The evolution of acute kidney injury (AKI) consensus criteria, culminating in the Kidney Disease Improving Global Outcomes (KDIGO) and neonatal KDIGO (nKDIGO) definitions (1–4) has meant that we are better able to identify and study this condition in pediatric cardiac disease. However, such case definition and knowledge about epidemiology has not had an impact on patient outcomes (5). Interventions that demonstrably alter the course of AKI are still lacking. In this Concise Clinical Science Review, we highlight the problem of cardiac surgery-associated AKI (CS-AKI) in the pediatric cardiac ICU (PCICU) and provide a context for future investigation that may yield innovations in our clinical approach to this syndrome.

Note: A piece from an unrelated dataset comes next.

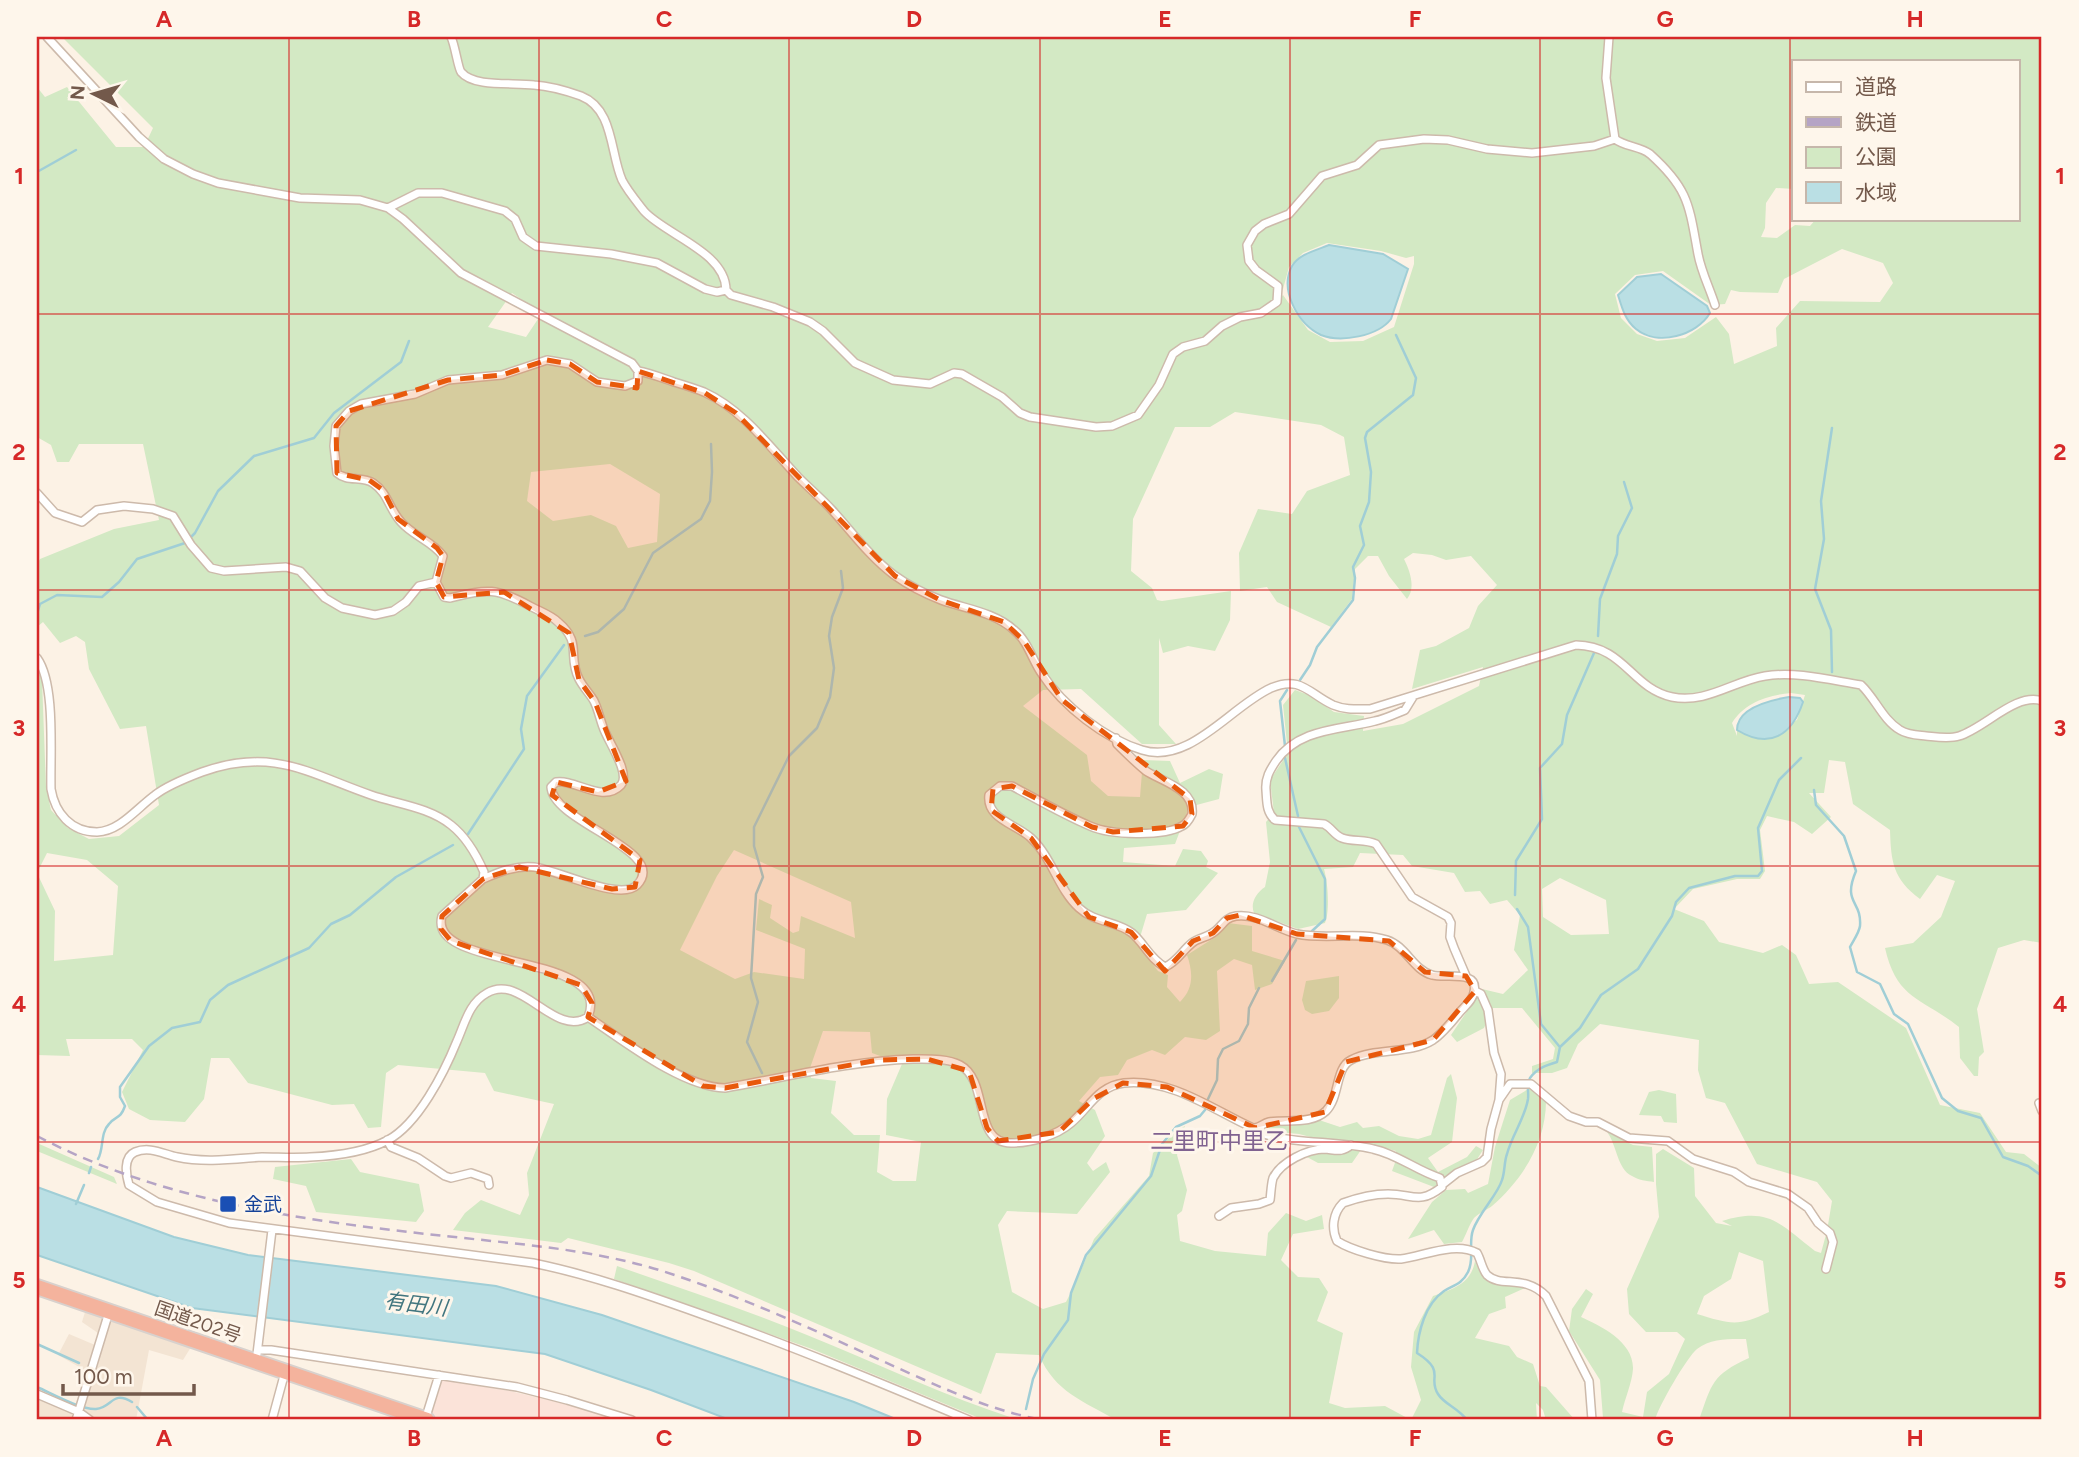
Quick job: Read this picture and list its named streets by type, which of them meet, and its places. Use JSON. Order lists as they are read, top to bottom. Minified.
{"streets":{"highway":["国道202号"]},"districts":["二里町中里乙"],"water":["有田川"],"places":{"transit":["金武"]},"legend":["道路","鉄道","公園","水域"],"scale_bar":"100 m","north":"left","grid":{"columns":["A","B","C","D","E","F","G","H"],"rows":["1","2","3","4","5"]}}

EPIDEMIOLOGY AND FACTORS ASSOCIATED WITH CS-AKI
AKI is a spectrum wherein worse injury is associated with worse outcomes (6). Reports of incidence/prevalence of CS-AKI vary dramatically, in part due to center variability in surgical approaches, perfusion practices, case mix, changing surgical and PCICU management strategies over time, and inconsistent accounting for preoperative, surgical, and patient factors. The number of CS-AKI cases has increased as we have expanded the congenital lesions that are considered amenable to surgery (7). Even so, the nKDIGO definition, which takes into account the dynamic changes in renal function in early postnatal life, has yet to be widely applied in the neonatal cardiac population, contributing to a significant lag in our understanding of neonatal CS-AKI (8).
Accumulated data to date has produced a number of candidate “risk” or explanatory factors for CS-AKI (Fig. 1) (6,9–11). Going forward, iterative risk stratification tools incorporating both modifiable and nonmodifiable risk factors should be explored for their ability to favorably impact decisions on surgical planning and PCICU medical management.
Cardiac surgery (CS) and cardiopulmonary bypass (CPB) cause renal injury through many mechanisms (Fig. 2) (12–21). Once cellular respiration is impaired, particularly within the metabolically active renal tubular epithelial cells (RTECs), a cascade of events leads to cell death and compromises renal function. Postoperative cardiopulmonary dysfunction, cyanosis, reduced intravascular volume, and ongoing mechanical circulatory support can all perpetuate these stresses on renal perfusion and oxygen delivery.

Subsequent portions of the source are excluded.